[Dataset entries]
■ ■ ■
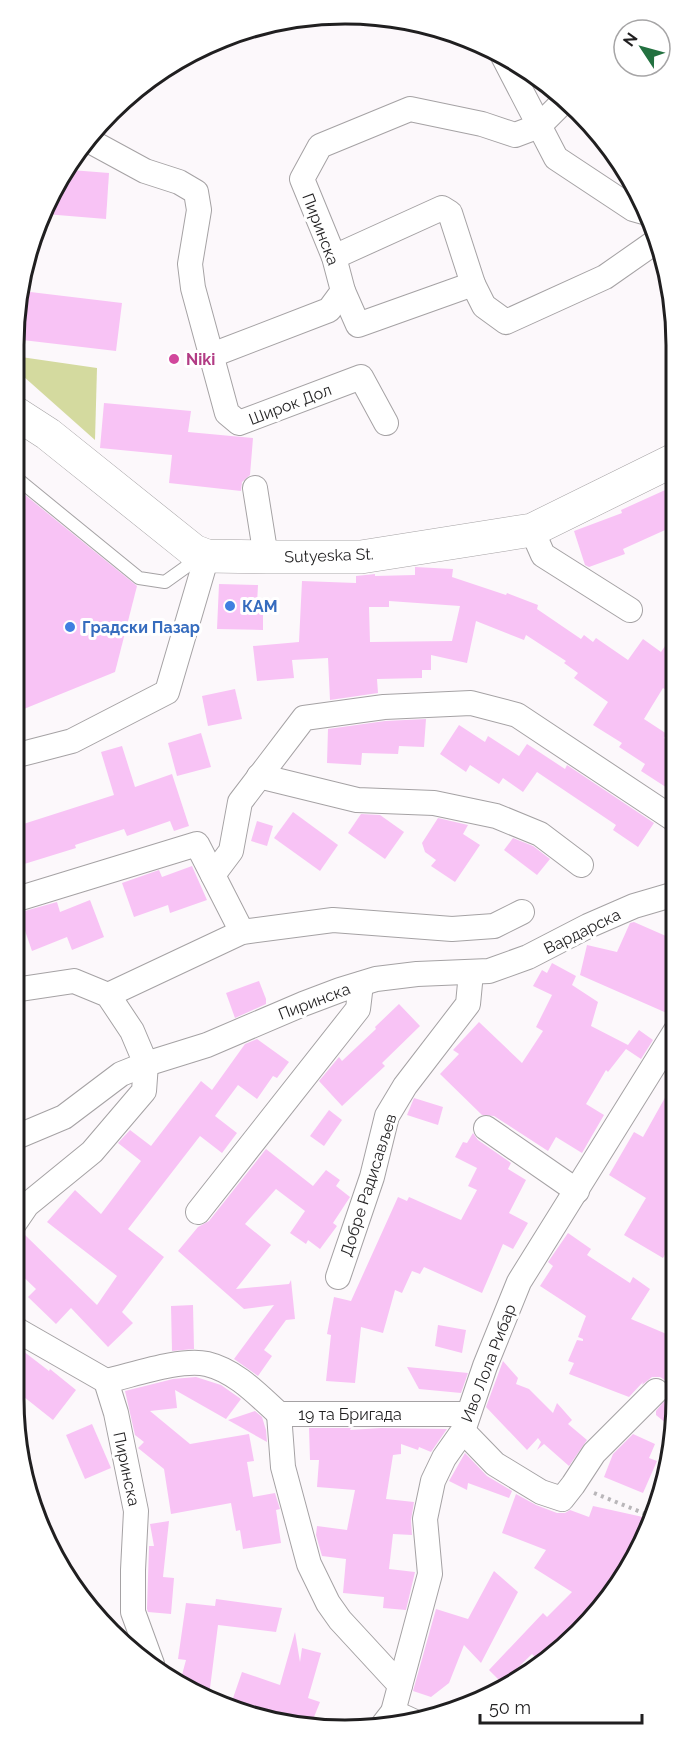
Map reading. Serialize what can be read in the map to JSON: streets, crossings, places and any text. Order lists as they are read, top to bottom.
{
  "streets": {
    "street": [
      "Пиринска",
      "Широк Дол",
      "Sutyeska St.",
      "Вардарска",
      "Добре Радисављев",
      "Иво Лола Рибар",
      "19 та Бригада"
    ]
  },
  "crossings": [
    ["Пиринска", "Вардарска"],
    ["Пиринска", "Добре Радисављев"],
    ["Пиринска", "19 та Бригада"],
    ["Вардарска", "Добре Радисављев"],
    ["Иво Лола Рибар", "19 та Бригада"]
  ],
  "places": ["Niki", "КАМ", "Градски Пазар"],
  "scale_bar": "50 m",
  "north": "top left"
}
■ ■ ■
— EXERCISE OBJECTIVE —
Repeat each entry above exactly, passing over any images.

— RESULT OF THIS TASK —
Map reading. Serialize what can be read in the map to JSON: streets, crossings, places and any text. Order lists as they are read, top to bottom.
{
  "streets": {
    "street": [
      "Пиринска",
      "Широк Дол",
      "Sutyeska St.",
      "Вардарска",
      "Добре Радисављев",
      "Иво Лола Рибар",
      "19 та Бригада"
    ]
  },
  "crossings": [
    ["Пиринска", "Вардарска"],
    ["Пиринска", "Добре Радисављев"],
    ["Пиринска", "19 та Бригада"],
    ["Вардарска", "Добре Радисављев"],
    ["Иво Лола Рибар", "19 та Бригада"]
  ],
  "places": ["Niki", "КАМ", "Градски Пазар"],
  "scale_bar": "50 m",
  "north": "top left"
}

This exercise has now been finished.